▶ _EXCERPTED RECORDS_
● ● ● ● ● ● ●

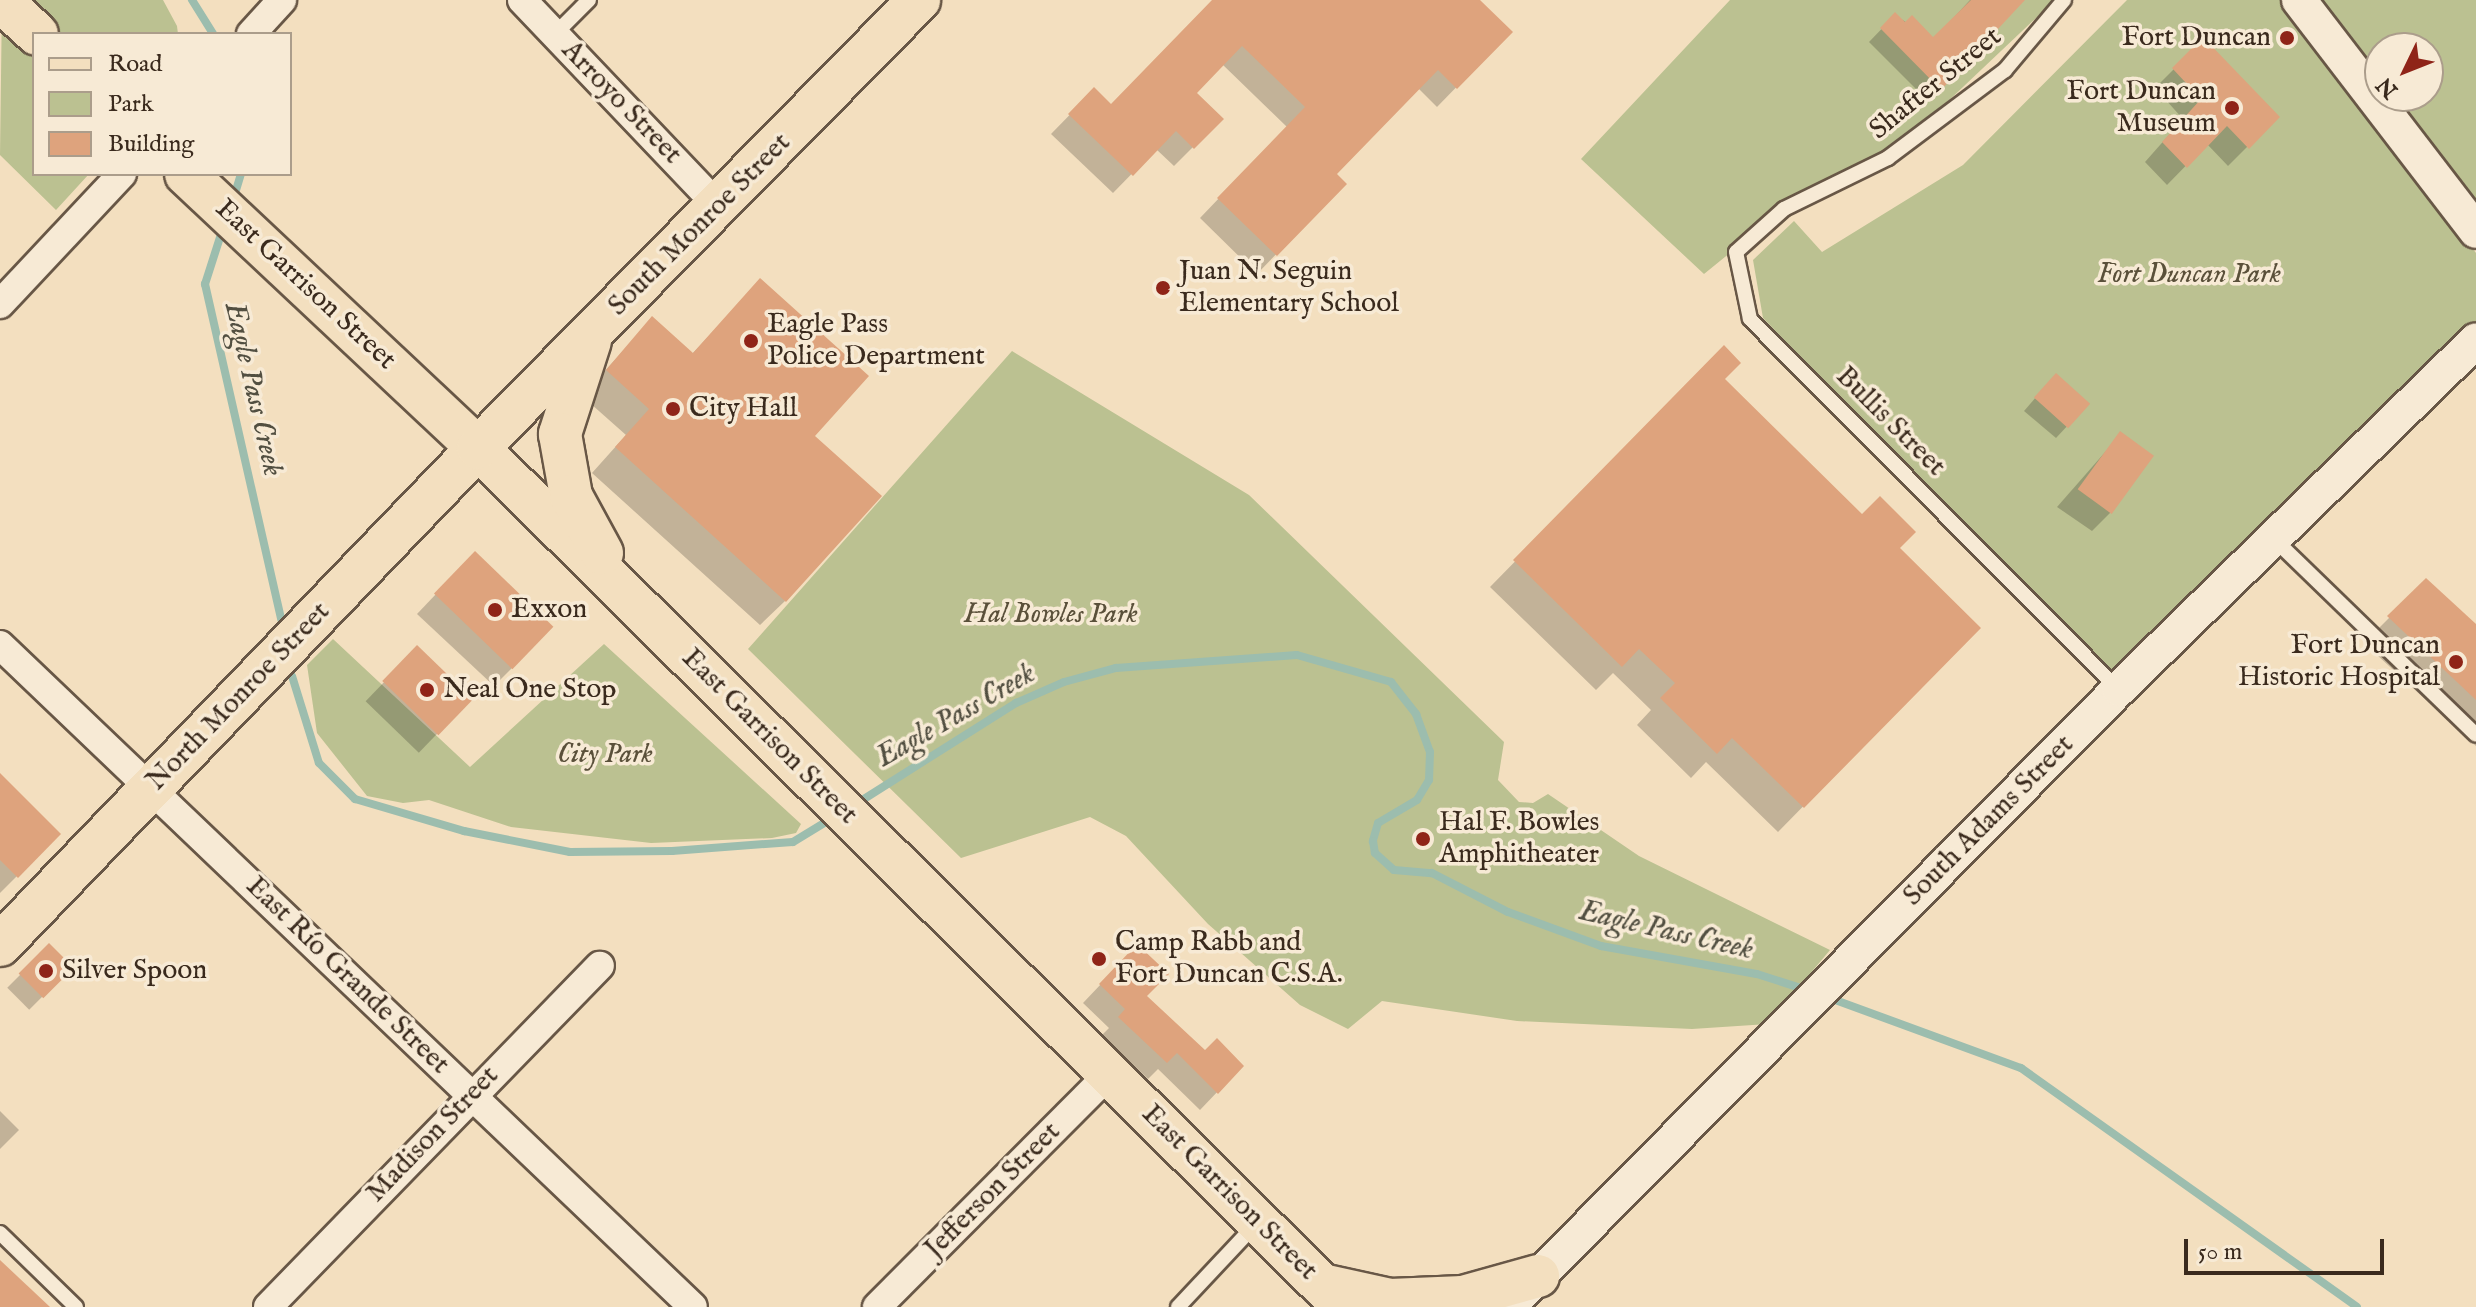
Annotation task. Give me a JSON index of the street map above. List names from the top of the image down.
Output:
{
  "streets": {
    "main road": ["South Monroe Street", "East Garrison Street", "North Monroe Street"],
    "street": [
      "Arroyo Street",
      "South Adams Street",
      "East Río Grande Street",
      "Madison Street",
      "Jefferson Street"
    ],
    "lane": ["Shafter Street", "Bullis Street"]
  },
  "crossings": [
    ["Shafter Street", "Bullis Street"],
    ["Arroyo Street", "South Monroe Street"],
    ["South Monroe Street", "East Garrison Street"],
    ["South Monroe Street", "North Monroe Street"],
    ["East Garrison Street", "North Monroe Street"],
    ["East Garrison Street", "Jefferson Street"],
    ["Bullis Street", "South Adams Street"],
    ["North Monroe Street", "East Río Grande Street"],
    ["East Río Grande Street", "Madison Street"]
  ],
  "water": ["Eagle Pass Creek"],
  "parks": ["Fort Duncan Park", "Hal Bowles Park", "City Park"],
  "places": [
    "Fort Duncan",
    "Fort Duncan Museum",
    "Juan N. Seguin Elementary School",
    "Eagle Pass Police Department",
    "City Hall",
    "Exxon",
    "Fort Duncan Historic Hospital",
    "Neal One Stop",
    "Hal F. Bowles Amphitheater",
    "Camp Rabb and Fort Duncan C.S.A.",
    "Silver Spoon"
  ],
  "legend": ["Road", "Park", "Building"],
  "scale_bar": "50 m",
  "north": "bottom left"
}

● ● ● ● ● ● ●

▶ _ABOUT THIS EXERCISE_
Please transcribe the entries precisely and omit any images they hold.

▶ _EXERCISE RESPONSE_
Annotation task. Give me a JSON index of the street map above. List names from the top of the image down.
Output:
{
  "streets": {
    "main road": ["South Monroe Street", "East Garrison Street", "North Monroe Street"],
    "street": [
      "Arroyo Street",
      "South Adams Street",
      "East Río Grande Street",
      "Madison Street",
      "Jefferson Street"
    ],
    "lane": ["Shafter Street", "Bullis Street"]
  },
  "crossings": [
    ["Shafter Street", "Bullis Street"],
    ["Arroyo Street", "South Monroe Street"],
    ["South Monroe Street", "East Garrison Street"],
    ["South Monroe Street", "North Monroe Street"],
    ["East Garrison Street", "North Monroe Street"],
    ["East Garrison Street", "Jefferson Street"],
    ["Bullis Street", "South Adams Street"],
    ["North Monroe Street", "East Río Grande Street"],
    ["East Río Grande Street", "Madison Street"]
  ],
  "water": ["Eagle Pass Creek"],
  "parks": ["Fort Duncan Park", "Hal Bowles Park", "City Park"],
  "places": [
    "Fort Duncan",
    "Fort Duncan Museum",
    "Juan N. Seguin Elementary School",
    "Eagle Pass Police Department",
    "City Hall",
    "Exxon",
    "Fort Duncan Historic Hospital",
    "Neal One Stop",
    "Hal F. Bowles Amphitheater",
    "Camp Rabb and Fort Duncan C.S.A.",
    "Silver Spoon"
  ],
  "legend": ["Road", "Park", "Building"],
  "scale_bar": "50 m",
  "north": "bottom left"
}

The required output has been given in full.